He says, “In 1997, he bought me a cell phone. That cell phone kept us in touch because this place was so isolated.”
The communication and the frequent visits Bishop Lobinger made to the remote Mutlanga Parish in Eastern Cape Province, he says, enabled him, as a newly ordained Priest, to begin enjoying his apostolate in a locality where people had not had an encounter with a Priest of African origin.
“Whilst I was there, he kept on visiting me, and then I started to enjoy my apostolate in that place,” he recalls of his initial experience in an area where people had never been served by an African Priest. “I remember people asking me, Are you a Priest? I said yes, but they would respond, you are black. I said yes. There are also black Priests.”

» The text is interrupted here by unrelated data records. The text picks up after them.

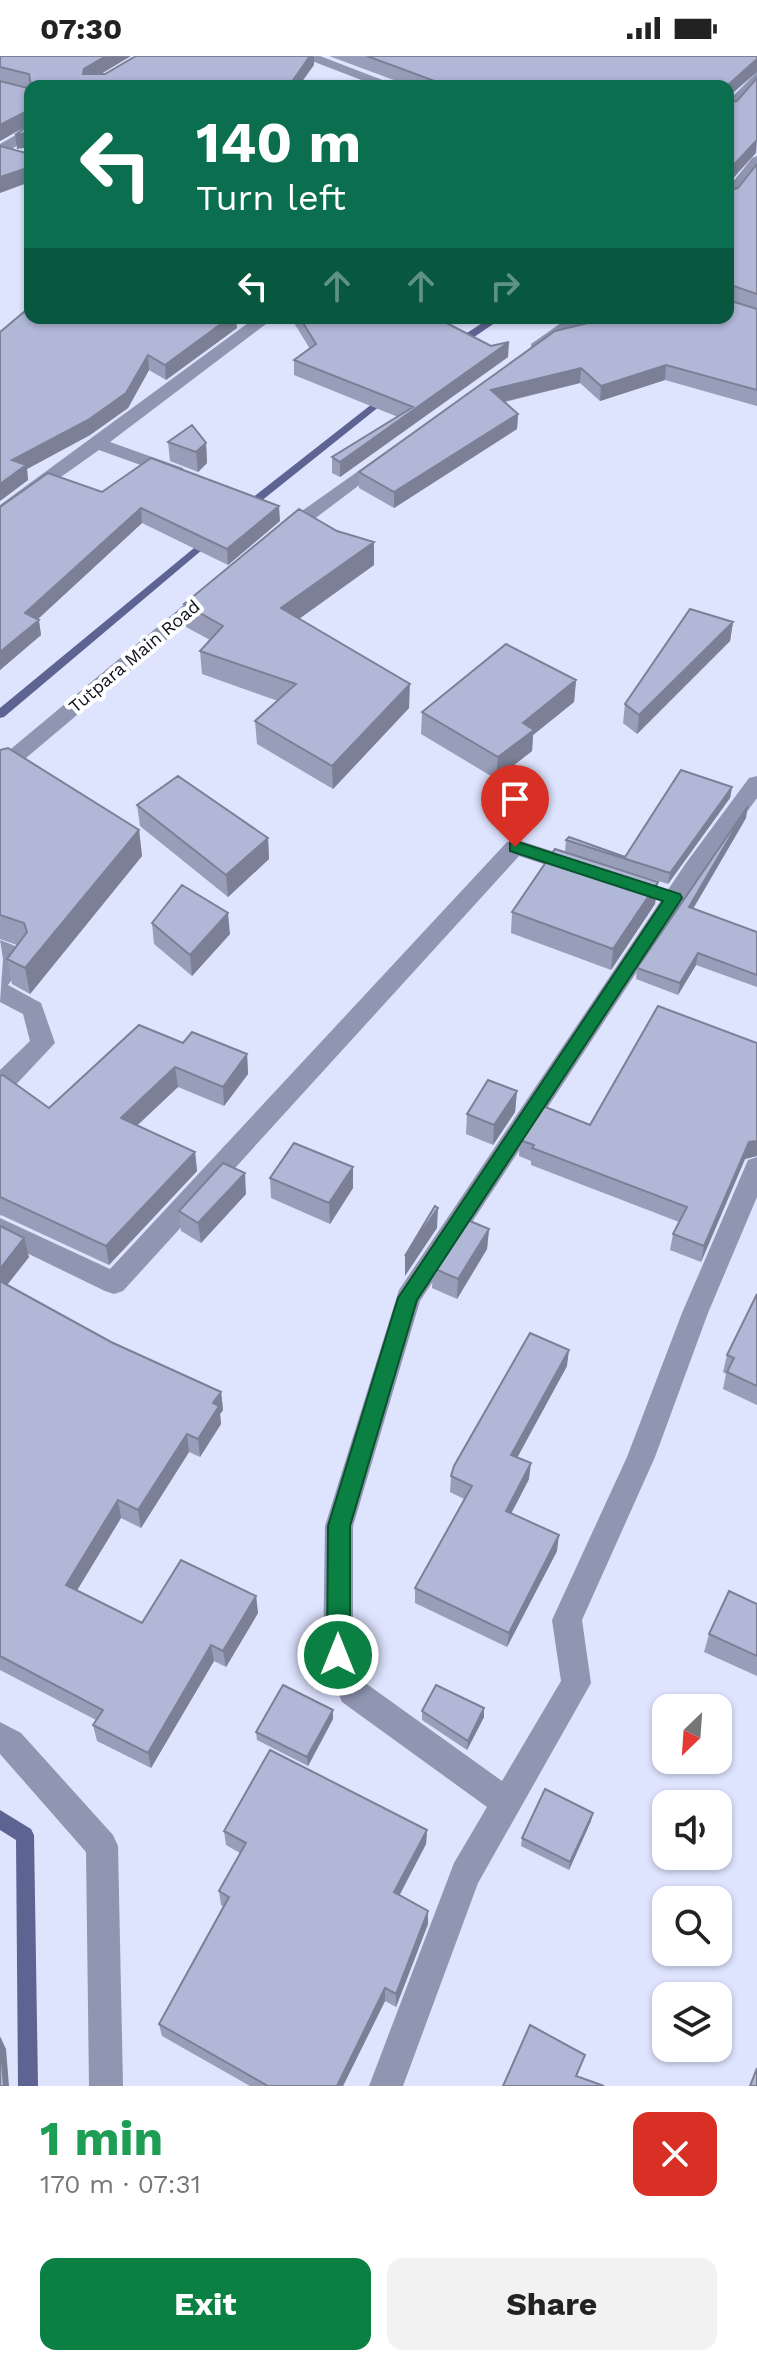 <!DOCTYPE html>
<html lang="en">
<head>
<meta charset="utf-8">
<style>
  body { margin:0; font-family:"Work Sans",sans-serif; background:#f2f2f2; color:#222; height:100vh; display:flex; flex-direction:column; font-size:30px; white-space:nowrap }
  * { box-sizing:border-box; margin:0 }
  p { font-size:26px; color:#767676 }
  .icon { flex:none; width:44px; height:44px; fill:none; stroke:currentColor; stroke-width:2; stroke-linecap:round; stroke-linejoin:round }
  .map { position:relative; height:2030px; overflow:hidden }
  .panel { display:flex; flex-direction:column; background:#fff; flex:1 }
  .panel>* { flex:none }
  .guide { position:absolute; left:24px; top:24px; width:710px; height:244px; border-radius:16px; box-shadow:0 2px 6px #0004; background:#0b6e4f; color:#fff; overflow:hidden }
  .needle { width:52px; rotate:205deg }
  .fabs { position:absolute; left:652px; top:1638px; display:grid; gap:16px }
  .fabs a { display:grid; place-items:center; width:80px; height:80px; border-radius:16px; background:#fff; box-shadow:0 2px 6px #0004; font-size:40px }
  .pin { position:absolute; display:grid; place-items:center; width:68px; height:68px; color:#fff; margin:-82px -34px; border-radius:50% 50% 50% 0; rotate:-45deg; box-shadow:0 0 8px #0007 }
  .pin .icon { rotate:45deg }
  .me { position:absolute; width:88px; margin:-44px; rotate:0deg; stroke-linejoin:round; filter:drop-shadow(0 0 6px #0008) }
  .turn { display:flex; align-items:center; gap:28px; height:168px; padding:0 40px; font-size:36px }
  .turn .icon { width:104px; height:104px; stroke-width:2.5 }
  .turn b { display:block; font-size:56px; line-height:68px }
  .lanes { display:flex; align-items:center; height:76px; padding:0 40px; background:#0003; justify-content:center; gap:40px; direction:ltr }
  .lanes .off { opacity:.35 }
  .round { display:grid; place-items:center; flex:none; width:84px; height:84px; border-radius:16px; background:#f2f2f2 }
  .summary { display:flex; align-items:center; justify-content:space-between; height:136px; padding:0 40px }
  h1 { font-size:48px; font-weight:700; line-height:60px; color:#1e9e55 }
  .cta { display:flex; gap:16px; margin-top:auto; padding:16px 40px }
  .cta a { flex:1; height:92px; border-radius:16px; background:#0b8043; color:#fff; font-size:32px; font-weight:700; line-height:92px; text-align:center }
  .cta a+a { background:#f2f2f2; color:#222 }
  .status { display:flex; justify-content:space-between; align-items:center; height:56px; padding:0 40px; background:#fff; direction:ltr }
  .status svg { height:22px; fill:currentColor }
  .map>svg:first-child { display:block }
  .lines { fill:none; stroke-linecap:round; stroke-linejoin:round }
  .stream { fill:#5d6492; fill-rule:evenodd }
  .minor { fill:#9095b1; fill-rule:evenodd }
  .wall { fill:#989db9 }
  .shaded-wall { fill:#7c8096 }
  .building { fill:#b1b7d7; stroke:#7c8096; stroke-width:2 }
  .route { fill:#0b8043; stroke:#07532c; stroke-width:2 }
  .labels { text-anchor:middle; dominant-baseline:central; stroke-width:8; stroke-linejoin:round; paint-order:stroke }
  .far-street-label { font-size:18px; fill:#0f111c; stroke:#fff }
</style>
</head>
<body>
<div class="status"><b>07:30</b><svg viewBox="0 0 49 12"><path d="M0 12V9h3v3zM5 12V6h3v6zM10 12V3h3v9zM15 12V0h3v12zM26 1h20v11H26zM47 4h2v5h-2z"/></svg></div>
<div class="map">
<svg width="757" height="2030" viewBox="0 0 757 2030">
  <rect width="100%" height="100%" fill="#dee3fe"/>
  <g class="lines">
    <path class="stream" d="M490,262h12l-41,28h-8v-4z
      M386,337l5,3 -1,2 -140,112h-8v-4z
      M211,478l6,3 -2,2 -211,178 -4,1v-10z
      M0,1754l31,19 3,6 4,251h-20l-2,-246 -16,-10z"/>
    <path class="minor" d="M299,0h21l78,30h-21z
      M757,16v13l-24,28 -5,1v-13z
      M30,71v11l-30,18v-12z
      M757,100v15l-23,30 -6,2v-15l24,-30z
      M255,262h19l-164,124 73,26v8h-12l-72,-26 -99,70v-15z
      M568,262h19l-44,34h-12v-8z
      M384,397l6,1v8l-101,76h-14v-8z
      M210,531l10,6 -3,4 -210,177 -7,2v-18l203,-169z
      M757,720v22l-55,75 -282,428 -67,225v129l11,27 138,99 59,-100 -9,-61 75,-163 55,-144 63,-146 3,-7 9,-3v40l-49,116 -53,144 -73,163 9,63 -113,200 -75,203h-34l85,-223 33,-56 -145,-105 -19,-47 2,-129 74,-236 287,-427 63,-85z
      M515,783l73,24 3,5 -11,8 -61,-20 -396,435 -9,3 -9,-3 -105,-51v-22l110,51 397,-427z
      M0,884l26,10 3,6 -21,29 33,18 14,40 -46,49 -9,2v-24l30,-29 -7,-27 -23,-12 3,-43z
      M0,1666l21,11 92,102 5,11 5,240h-34l-3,-234 -86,-98z"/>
  </g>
  <path class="wall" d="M0,0h131l-30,18 213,-9 -284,21v38l-30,17z
    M329,0h428v16l-29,25v-11h-318z
    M757,108v242l-92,-26 -65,21 -20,-18 -75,19 13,12 -1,15 -123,79 -35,-20v-16l238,-151 -9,-3h140v-127l10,-3z
    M30,262l207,10 -71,52 -17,-10 -21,38 -38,27 -63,34 1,11 -28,21v-169z
    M291,262h159l-5,4 63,35 -168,120 -8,-4v-16l66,-40 -104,-42v-15l16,-11z
    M168,386l38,1 1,20 -9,9 -28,-11z
    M102,436l178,29 -52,44 -86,-42 -104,96 3,16 -41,35v-163z
    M337,475l37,11v23l-75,54 110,89 -76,81 -76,-45 -2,-23 23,-20 -76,-27 -2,-23 10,-11 -24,-13 -2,-23z
    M733,566l-3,19 -93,93 -14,-11 2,-19z
    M576,624l-2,22 -41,33 -1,16 -36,28 -75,-45 1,-22z
    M0,694l139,80 3,26 -112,138 -18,-10 -5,-25 10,-14 -17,-6z
    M732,731l-2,11 -62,86 -103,-32 1,-12 59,17z
    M137,749l131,33 1,21 -41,38 -88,-71z
    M746,762l-53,91 64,23v55l-61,-22 -18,30 -42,-16 1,-11z
    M658,826l-3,22 -44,66 -100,-37 1,-21z
    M152,867l78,11 -38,42 -38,-32z
    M183,987l64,11 1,20 -24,32 -46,-19 -41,38 58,27 2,19 -88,94 -108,-50 -1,1v-140l49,32z
    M757,987v113l-12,3 -44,103 -31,-12 3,-16 6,-12 -148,-57v-4l-12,-5 1,-16 70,-15z
    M517,1035l-2,21 -22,33 -27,-11 1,-20z
    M353,1111v21l-23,36 -59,-26 -1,-20z
    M246,1138l-45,49 -20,-12 -2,-20z
    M0,1170l29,31 -22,28 104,57 110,50 2,18 -3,4 1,10 -21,33 -11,-5 -48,76 -20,-10 -44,72 65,33 114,-27 2,17 -32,54 -12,-6 -63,107 -54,-27 -4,-16 3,-5 -96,-50z
    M489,1173l-2,20 -30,50 -25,-11 1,-20z
    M757,1238v111l-34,-16 3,-15 -3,-2 4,-17z
    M567,1310l-50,91 12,22 -18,35 46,37 -50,96 -92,-44v-15l49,-89 -14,-7 1,-16z
    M757,1548v72l-53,-24 5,-18z
    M484,1652v9l-17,33 -45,-30v-9z
    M333,1663l-25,47 -51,-26 -1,-8z
    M591,1765l-22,49 -48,-24 1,-8z
    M427,1774l-1,14 -27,51 29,29 -32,83 -11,-6 -42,85h-93l-88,-50 -3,-12 65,-117 -3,-2 -2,-14 21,-38 -14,-8 -2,-14z"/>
  <path class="shaded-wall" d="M106,0h25l-46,27 -2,-9 1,-5z
    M310,0h4v9l-15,21h-10z
    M757,3v13l-29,25v-12z
    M29,54l1,14 -30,17v-16z
    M30,76v15l-13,2 -2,-14z
    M757,84l-1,13 -28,31v-13z
    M30,111v15l-30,11v-16z
    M731,229l-2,15 -1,1v-14z
    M229,262h7l1,10 -71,52 -1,-15z
    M435,262h15l-16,14z
    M509,286l-1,15 -168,120v-15z
    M148,299l1,15 -21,38 -38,27 -63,34 1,11 -28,21v-17l12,-24z
    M666,309l-1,15 -65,21 1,-15z
    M581,312l-1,15 -90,22 1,-15z
    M518,358l-1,15 -123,79v-16z
    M206,387l1,20 -9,9 -2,-20z
    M279,450l1,15 -52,44 -1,-16z
    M141,452l1,15 -115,106 -2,-16z
    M374,486v23l-92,66 -1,-23z
    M39,564l2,15 -41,35v-18z
    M733,566l-3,19 -93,93 2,-19z
    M576,624l-2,22 -41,33 -1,16 -36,28 2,-22 25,-34z
    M410,628l-1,24 -76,81 -1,-23z
    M732,731l-2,11 -62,86 2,-11z
    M748,750l-2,12 -59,101 2,-12z
    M139,774l3,26 -112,138 -5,-26z
    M268,782l1,21 -41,38 -2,-22z
    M658,826l-3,22 -44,66 2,-21z
    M228,857l2,21 -38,42 -2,-21z
    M698,897l-2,12 -18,30 2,-12z
    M247,998l1,20 -24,32 -1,-19z
    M175,1011l3,20 -54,51 -3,-20z
    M517,1035l-2,21 -22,33 1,-20z
    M757,1085v15l-12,3 -44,103 3,-16 45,-104z
    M195,1096l2,19 -88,94 -3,-19z
    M353,1111v21l-23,36 -1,-21z
    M245,1117l1,21 -45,49 -3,-20z
    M438,1152l-1,20 -32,48v-20z
    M489,1173l-2,20 -30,50 1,-20z
    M24,1182l5,19 -29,37v-25z
    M569,1294l-2,16 -57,105 1,-16z
    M221,1336l2,18 -3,4 1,10 -21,33 -2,-18 15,-36z
    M187,1378l2,18 -48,76 -3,-18z
    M531,1407l-2,16 -25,48 2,-16z
    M118,1444l3,18 -51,84 -4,-17z
    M559,1479l-2,16 -50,96 2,-14z
    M256,1540l2,17 -32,54 -3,-16z
    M211,1589l3,16 -63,107 -3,-15z
    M484,1652v9l-17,33 1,-9z
    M333,1654v9l-25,47 -1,-9z
    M593,1757l-2,8 -22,49 1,-8z
    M427,1774l-1,14 -32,62v-14z
    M428,1855v13l-32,83v-13z
    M385,1932v13l-42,85h-6z
    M0,1980l6,13 3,37h-5z"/>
  <path class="building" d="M0,0h106l-22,13 -1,5h22l31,-18h174l-21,30h-259v31l-1,-7 -29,15v-44l27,7 4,-3 -2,-11 -29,-7z
    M367,0h390v3l-29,26v1h-280z
    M757,22v62l-29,31v-69l9,-1z
    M30,68v8l-15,3z
    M0,90l30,8v13l-30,10z
    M757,108v130l-26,-9 -3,2v-102v6l10,-3z
    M728,244l29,9v81l-91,-25 -65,21 -20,-18 -90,22 27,24 -124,78 -35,-20 196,-141 53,-13h120z
    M30,251v11h199l-64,47 -17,-10 -22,38 -38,27 -76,40 14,5 -26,19v-152z
    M300,262h137l54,28 18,-4 -169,120 -8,-5 81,-50 -119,-47 22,-16z
    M192,369l14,18 -10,9 -28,-10z
    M151,402l128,48 -52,43 -86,-41 -116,105 14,7 -39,32v-145l48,-34 54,19z
    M299,453l38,22 37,11 -93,66 129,76 -78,82 -77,-45 41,-37 -96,-33 23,-25 -39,-22z
    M690,553l43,13 -94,93 -14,-11z
    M506,588l70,36 -53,43 11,7 -36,27 -76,-45z
    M8,692l131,82 -114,138 -18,-9 20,-27 -3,-9 -24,-8v-165z
    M681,714l51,17 -62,86 -104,-33 3,-3 56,20z
    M178,720l90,62 -42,37 -89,-70z
    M748,750l-59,101 68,25v43l-59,-22 -18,30 -43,-15z
    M555,793l103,33 -45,67 -101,-37z
    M182,829l46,28 -38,42 -38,-32z
    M658,950l99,37v98l-8,1 -45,104 -31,-12 14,-27 -155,-59 2,-3 -14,-5 23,-34 47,19z
    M139,969l44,18 9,-11 55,22 -24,33 -48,-20 -54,51 74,34 -89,94 -106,-49v-121l3,-1 46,33z
    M488,1024l29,11 -23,34 -27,-11z
    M294,1087l59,24 -24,36 -59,-25z
    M223,1107l22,10 -47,50 -19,-12z
    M435,1150l3,2 -33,48z
    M465,1163l24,10 -31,50 -25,-11z
    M0,1170l24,12 -24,31z
    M0,1225l111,61 110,50 -8,11 6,3 -21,33 -11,-5 -49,76 -20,-10 -52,85 76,38 39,-63 75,36 -33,55 -12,-6 -63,108 -55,-28 10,-15 -103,-54z
    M757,1238v92l-30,-14 7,-14 -7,-3z
    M530,1277l39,17 -58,105 20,8 -25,48 53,24 -50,98 -94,-45 57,-102 -21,-10 3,-10z
    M729,1535l28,13v52l-48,-22z
    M283,1629l50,25 -26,47 -51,-25z
    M436,1629l48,23 -16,33 -46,-30z
    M270,1694l157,80 -33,62 34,19 -32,83 -11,-6 -48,98h-69l-109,-62 70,-127 -10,-6 27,-48 -22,-12z
    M545,1733l48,24 -23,49 -48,-24z
    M530,1969l55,30 -9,21 28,10h-101z
    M0,1982l4,48h-4z
    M757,2012v18h-7z"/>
  <path class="route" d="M515,785l165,53 2,4 -265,402 -67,226v129l-4,7 -8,3 -8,-3 -3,-7 1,-129 70,-228 265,-397 -153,-50v-8z"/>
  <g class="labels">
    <g class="far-street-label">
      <text transform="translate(134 600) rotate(-40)">Tutpara Main Road</text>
    </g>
  </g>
</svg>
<div class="fabs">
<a><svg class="needle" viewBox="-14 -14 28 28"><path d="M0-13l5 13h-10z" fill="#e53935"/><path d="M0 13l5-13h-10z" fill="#767676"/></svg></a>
<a><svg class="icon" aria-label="sound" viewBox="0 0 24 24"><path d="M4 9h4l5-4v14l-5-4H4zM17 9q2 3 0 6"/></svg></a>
<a><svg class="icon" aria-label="search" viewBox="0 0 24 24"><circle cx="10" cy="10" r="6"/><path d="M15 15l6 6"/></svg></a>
<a><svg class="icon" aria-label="layers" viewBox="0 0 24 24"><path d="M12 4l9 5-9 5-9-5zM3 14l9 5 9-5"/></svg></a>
</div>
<div class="pin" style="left:515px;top:791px;background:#d93025"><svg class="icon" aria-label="arrive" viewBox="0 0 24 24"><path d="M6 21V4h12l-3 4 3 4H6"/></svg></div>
<svg class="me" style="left:338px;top:1599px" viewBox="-20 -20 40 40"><circle r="17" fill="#0b8043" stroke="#fff" stroke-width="3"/><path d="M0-11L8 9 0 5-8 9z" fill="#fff"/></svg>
<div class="guide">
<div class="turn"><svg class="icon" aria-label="left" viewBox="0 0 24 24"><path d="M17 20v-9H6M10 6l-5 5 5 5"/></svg><div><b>140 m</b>Turn left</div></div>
<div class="lanes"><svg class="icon" aria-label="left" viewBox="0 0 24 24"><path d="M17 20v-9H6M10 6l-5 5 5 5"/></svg><svg class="icon off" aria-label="ahead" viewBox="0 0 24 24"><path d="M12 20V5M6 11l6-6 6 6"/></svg><svg class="icon off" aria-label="ahead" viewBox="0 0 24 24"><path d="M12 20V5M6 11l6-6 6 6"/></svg><svg class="icon off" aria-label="right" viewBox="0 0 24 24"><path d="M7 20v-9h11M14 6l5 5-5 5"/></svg></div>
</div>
</div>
<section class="panel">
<div class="summary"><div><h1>1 min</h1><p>170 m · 07:31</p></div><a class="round" style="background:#d93025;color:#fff"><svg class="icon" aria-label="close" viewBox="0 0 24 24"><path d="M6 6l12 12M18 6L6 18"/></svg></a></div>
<div class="cta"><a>Exit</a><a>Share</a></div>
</section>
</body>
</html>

In the video interview, he also talks about how the late Bishop’s closeness to the people inspired his successors in Aliwal Diocese to embrace the “community week” initiative he had introduced during his episcopate.
“He was a Priest, a Bishop who wanted community. He believed in community. He lived in a community,” he says, remembering that through the initiative, Bishop Lobinger visited and stayed with each Priest “every year for a week.”
Bishop Kizito, who began his Episcopal Ministry in February 2020 following the resignation of his immediate predecessor, Bishop Michael Wüstenberg, in September 2017, recommends the community week model to other Local Ordinaries.
He says, “I think we Bishops, we need to learn that model, a Community Week, to find out how they are doing, what are their struggles, what are your joys.”
In keeping with the spirit of his predecessors, Bishop Kizito says he has visited five communities in his Diocese in 2025. “I stay with the Priests, share meals with them, sleep where they sleep, and join them in whatever they do as we visit the communities.”
He further noted that, in addition to promoting community life, Bishop Lobinger, whose episcopal motto was “You are my brothers and sisters,” also advocated for close collaboration and justice for all.
“That was his motto—and he truly lived it. He sought inclusion, which is exactly what Pope Francis has been calling us to through this Synodal Church: participation, communion, and mission,” he says, adding that “Bishop Lobinger lived these already 50 years ago. He lived this Synodal Church.”